The two tool holders 17, 18, respectively 19, 20 of the tool supports 11, 12 are each slidably mounted on two slides 29a, 29b respectively 30a, 30b. Nuts fin 17a, 18a, 17b, 18b, 19a, respectively 20a, two other nuts, symmetrical to the last two 19a, 20a not being visible, serve to tighten the tool holders 17-20 behind the scenes 29a, 29b, 30a, 30b. Two joysticks adjustment 31, 32 (FIG. 2) are integral with axes, one of which threaded part is engaged with a nut (not shown), secured to each of the supports 17, respectively 18. These adjustment levers 31, 32 are used to move the supports relative to the slides 29a, 29b.

Figures 2 and 4 show in more detail three of the four tools, the fourth not being visible, 33, 34 and 35 mounted on the four tool holders 17-20. Each tool 33-35 has on its rear side a fixing block, of which only two 36, 37 are visible in FIG. 4. Each block is crossed by a bore 36a, 37a, intended for passage a fixing pin 21, respectively 23, both other bores are not visible.

Each tool 33, 34 has, in its upper part, a welding electrode 38, 39 which can be seen in lines interrupted in Figure 2. The flat surfaces of the tool 35 and the invisible tool facing the tool 34, are located opposite the electrodes 38, respectively 39 and constitute counter-electrodes. The welds formed by the two electrodes 38, 39 define the entire periphery of the bag with the exception of a vertical passage 40 (Figure 2) formed between the tools 33, 34 on the one hand and between the tool 35 and the invisible tool located opposite the tool 34 (figure 2). The vertical passage 40 is intended to leave pass a liquid supply rod 41 (Figure 1).

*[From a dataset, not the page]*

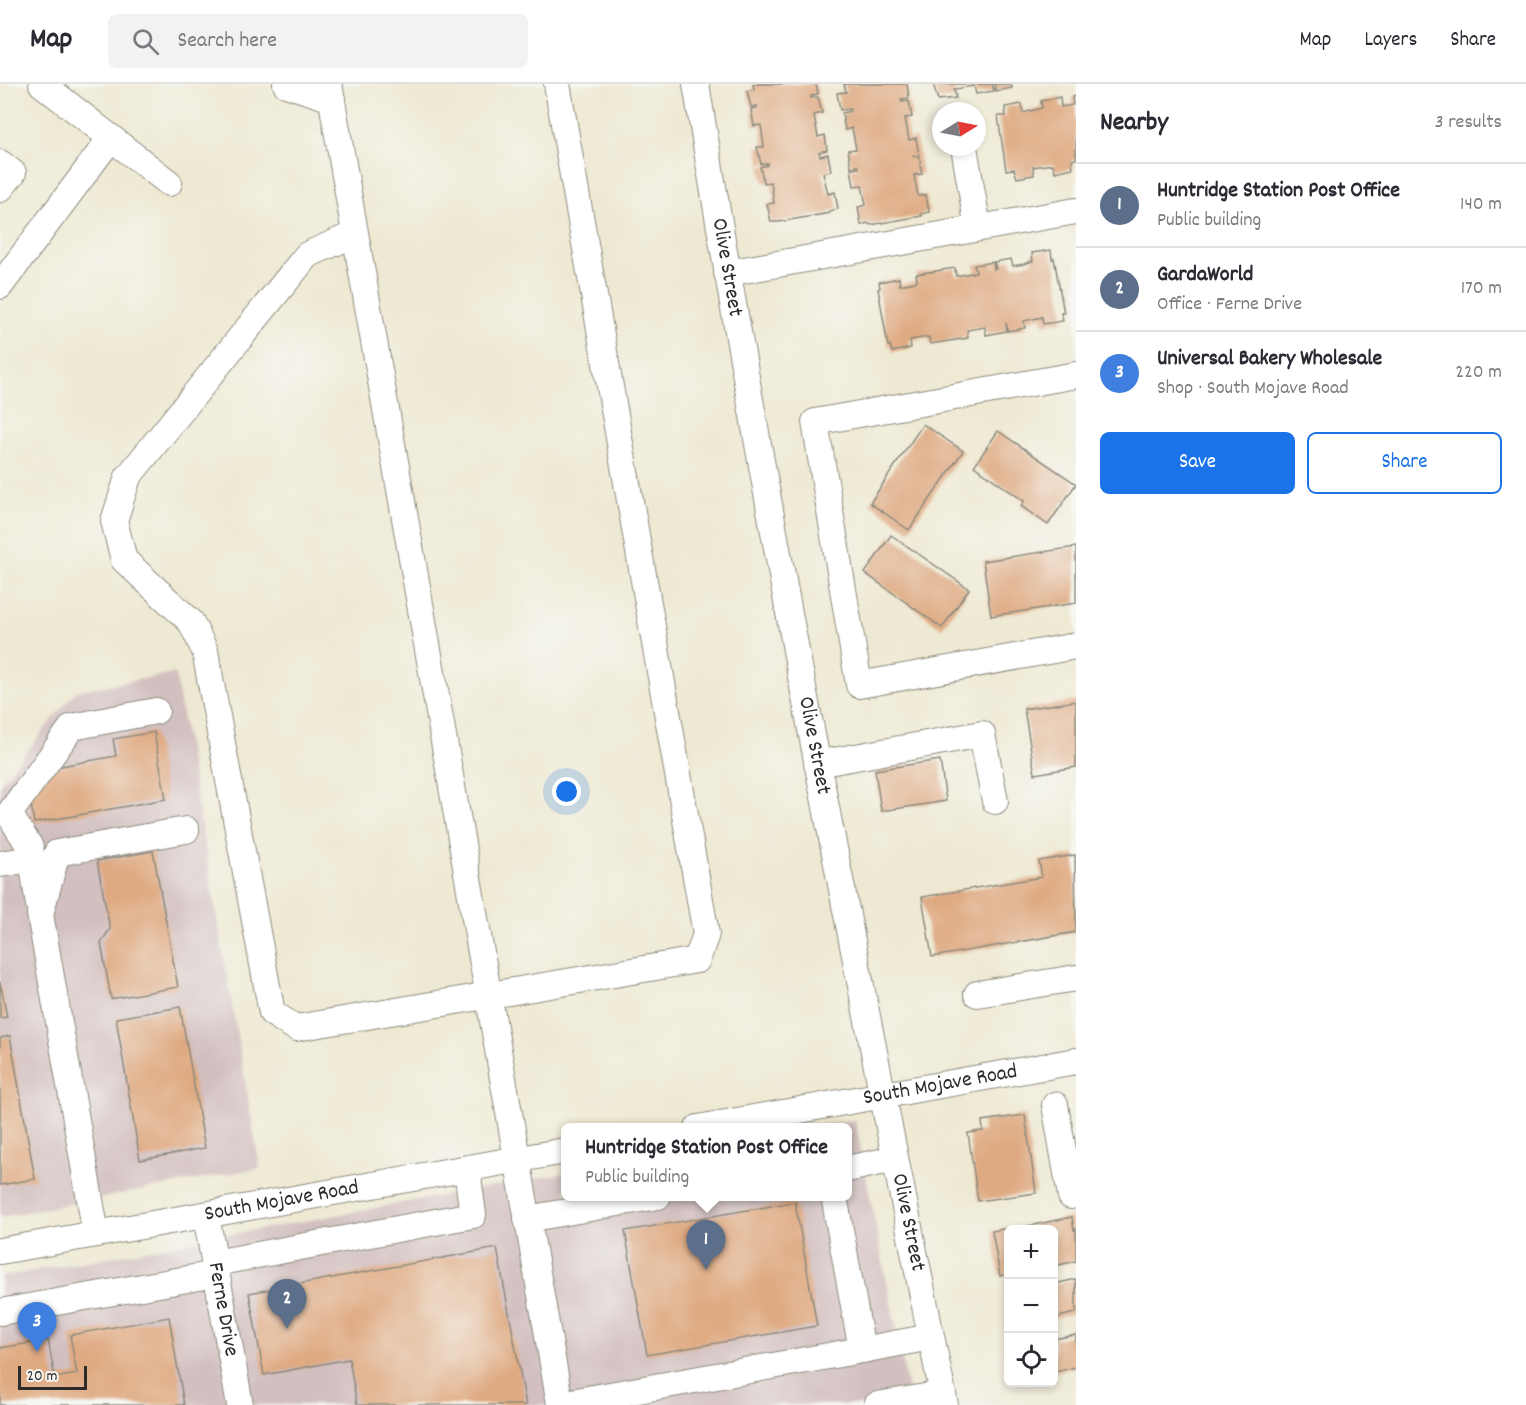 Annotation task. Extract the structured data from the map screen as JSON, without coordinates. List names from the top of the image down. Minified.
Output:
{"streets":{"street":["Olive Street","South Mojave Road","Ferne Drive"]},"crossings":[["Olive Street","South Mojave Road"],["South Mojave Road","Ferne Drive"]],"scale_bar":"20 m","north":"right","page":{"header":"Map","search":"Search here","nav":["Map","Layers","Share"],"heading":["Nearby","3 results"],"list":[{"mark":"1","name":"Huntridge Station Post Office","note":"Public building","value":"140 m"},{"mark":"2","name":"GardaWorld","note":"Office · Ferne Drive","value":"170 m"},{"mark":"3","name":"Universal Bakery Wholesale","note":"Shop · South Mojave Road","value":"220 m"}],"buttons":["Save","Share"],"popup":["Huntridge Station Post Office","Public building"],"pins":["1","2","3"],"map_buttons":["+","−"],"scale":"20 m"}}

The lower parts of the two tools 33, 34 (Figures 2 and 4) each have a movable knife 42, 43 actuated by a jack 44, 45. These movable knives 42, 43 have a shape corresponding to the outer edge of the welding electrodes 38, 39. The two tools, of which only tool 35 is visible, have opposite each movable knife 42, 43 a receiving groove, of which only the groove 46 is visible in FIG. 4, of a shape corresponding to that of the knife mobile 42.

The actuation mechanism of the second welding station and cutting 4 is illustrated in more detail by the figure 5, while the tools intended to be associated with this mechanism actuation are illustrated in Figure 6. The assembly of this actuation mechanism is carried by a horizontal rectangular frame 47, integral with two vertical slides 48, 49, each engaged with a motor linear 50, 51, each of which is fixed to the frame B2 (Figure 1) by fixing angles 52.

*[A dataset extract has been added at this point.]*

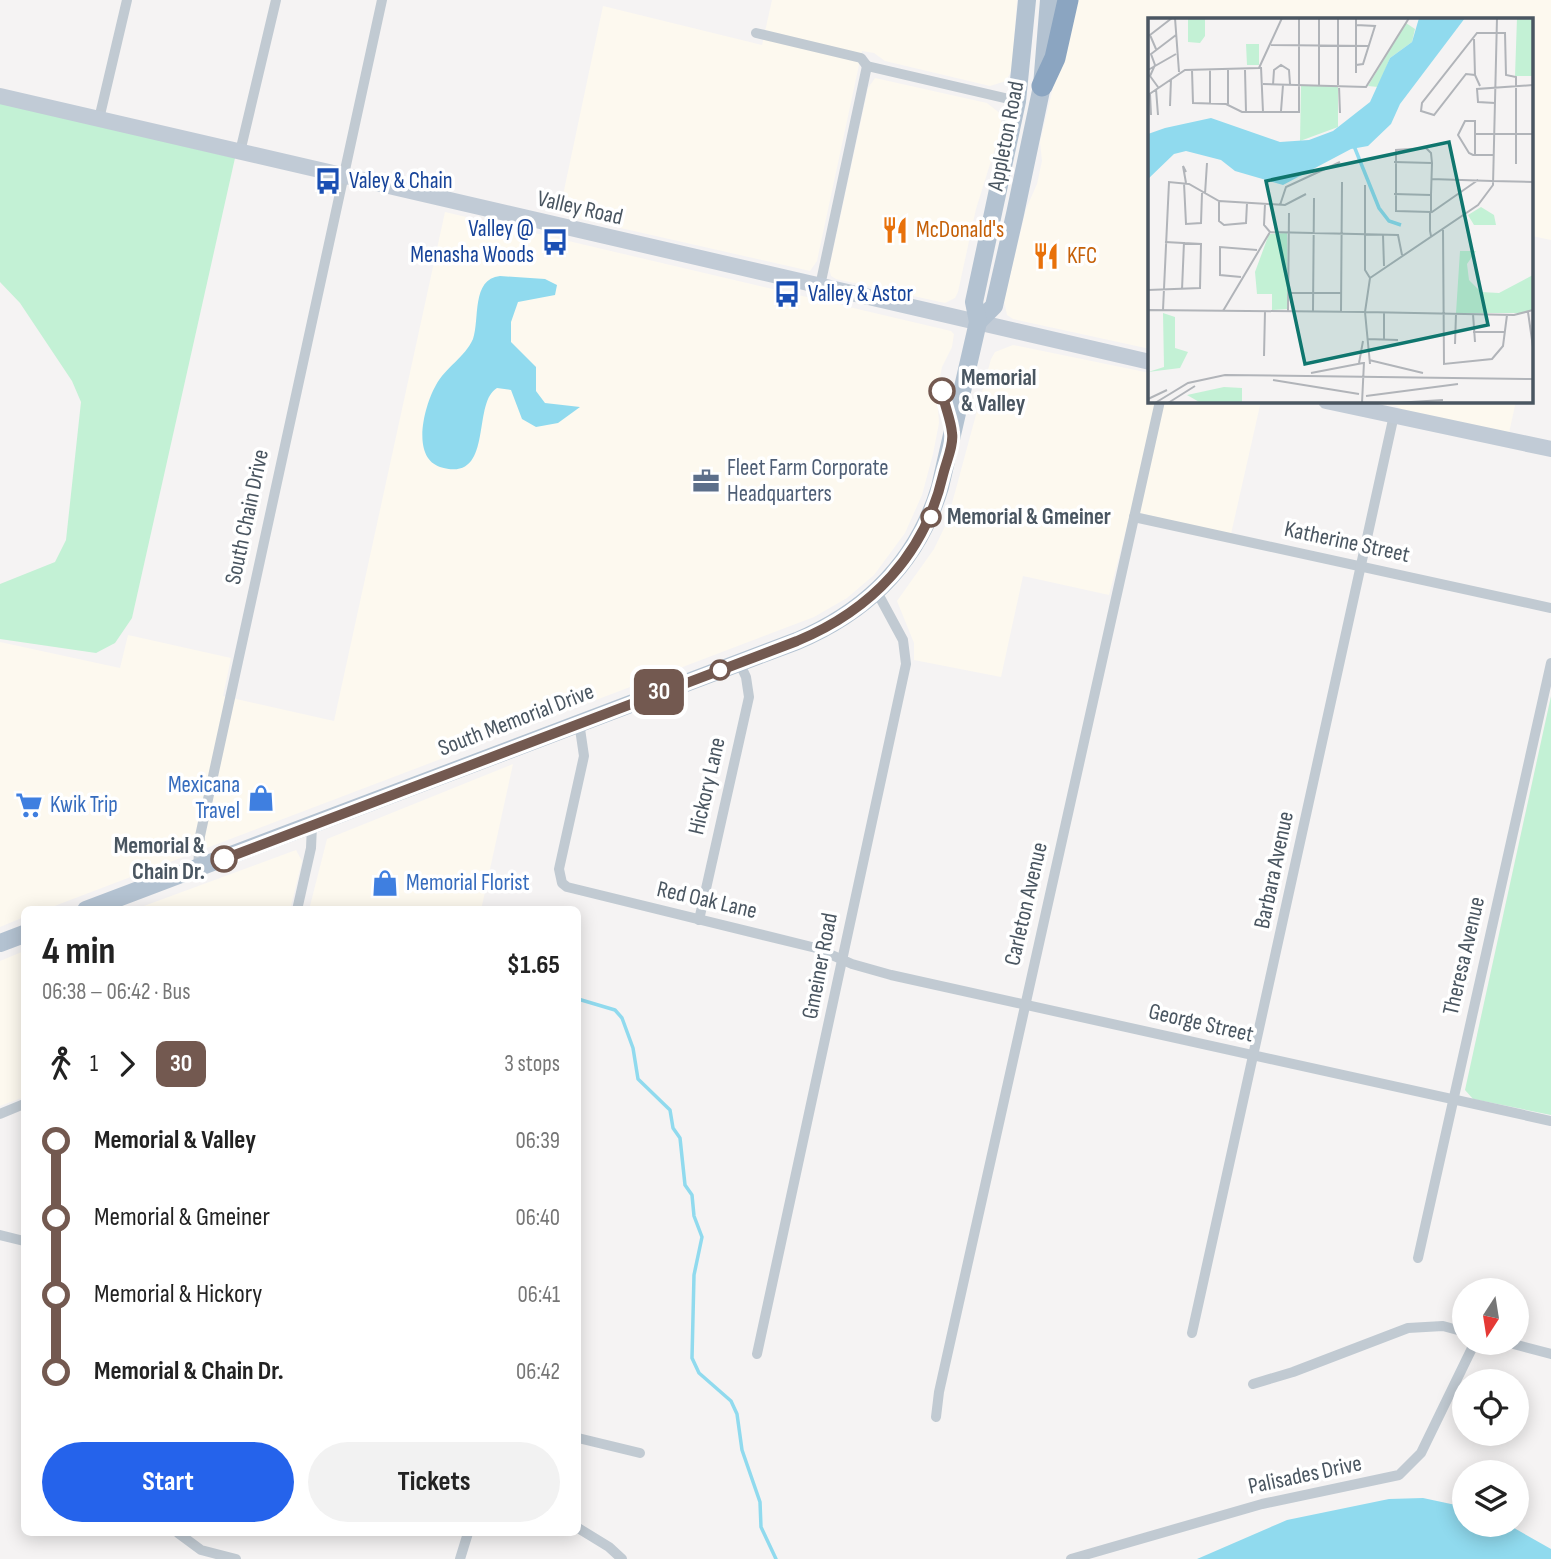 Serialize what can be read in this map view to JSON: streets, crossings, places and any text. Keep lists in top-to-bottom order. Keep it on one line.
{"streets":{"main road":["Appleton Road","South Memorial Drive"],"street":["Valley Road","South Chain Drive","Katherine Street","Hickory Lane","Barbara Avenue","Red Oak Lane","Carleton Avenue","Theresa Avenue","Gmeiner Road","George Street","Palisades Drive"]},"crossings":[["Appleton Road","Valley Road"],["Appleton Road","South Memorial Drive"],["Valley Road","South Chain Drive"],["Valley Road","South Memorial Drive"],["South Chain Drive","South Memorial Drive"],["Katherine Street","Barbara Avenue"],["Katherine Street","Carleton Avenue"],["South Memorial Drive","Hickory Lane"],["South Memorial Drive","Red Oak Lane"],["South Memorial Drive","Gmeiner Road"],["Hickory Lane","Red Oak Lane"],["Barbara Avenue","George Street"],["Red Oak Lane","Gmeiner Road"],["Red Oak Lane","George Street"],["Carleton Avenue","George Street"],["Theresa Avenue","George Street"],["Gmeiner Road","George Street"]],"places":{"bus stop":["Valey & Chain","Valley @ Menasha Woods","Valley & Astor"],"restaurant":["McDonald's","KFC"],"other":["Memorial & Valley","Memorial & Gmeiner","Memorial & Chain Dr."],"office":["Fleet Farm Corporate Headquarters"],"shop":["Mexicana Travel","Memorial Florist"],"supermarket":["Kwik Trip"]},"lines":["bus line 30"],"north":"bottom","page":{"on_map":"30","heading":["4 min","06:38 – 06:42 · Bus","$1.65"],"legs":["1","30","3 stops"],"list":[{"name":"Memorial & Valley","value":"06:39"},{"name":"Memorial & Gmeiner","value":"06:40"},{"name":"Memorial & Hickory","value":"06:41"},{"name":"Memorial & Chain Dr.","value":"06:42"}],"buttons":["Start","Tickets"]}}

The two short sides of the rectangular frame 47 each carry a jack 53, 54, each of them being engaged with a slide 55, respectively 56, mounted on the chassis through guide rails (not shown) running along the two sides 47a, 47b of the chassis 47. The slide 55 carries a slide 57 which can be moved perpendicularly to the slide 55 by M1 drive motors, M2, that is to say transversely to chassis 47. The slide 56 also carries a slide 58 also movable transversely to the chassis, by M3 drive motors, M4.

Each slide 57, 58 carries two tool holders 59, 60, respectively 61, 62, each secured to a jack 63, 64, respectively 65, 66. A free roller 67, arranged transversely to the center of the chassis 47 is intended to receive the bottom of the sheath G.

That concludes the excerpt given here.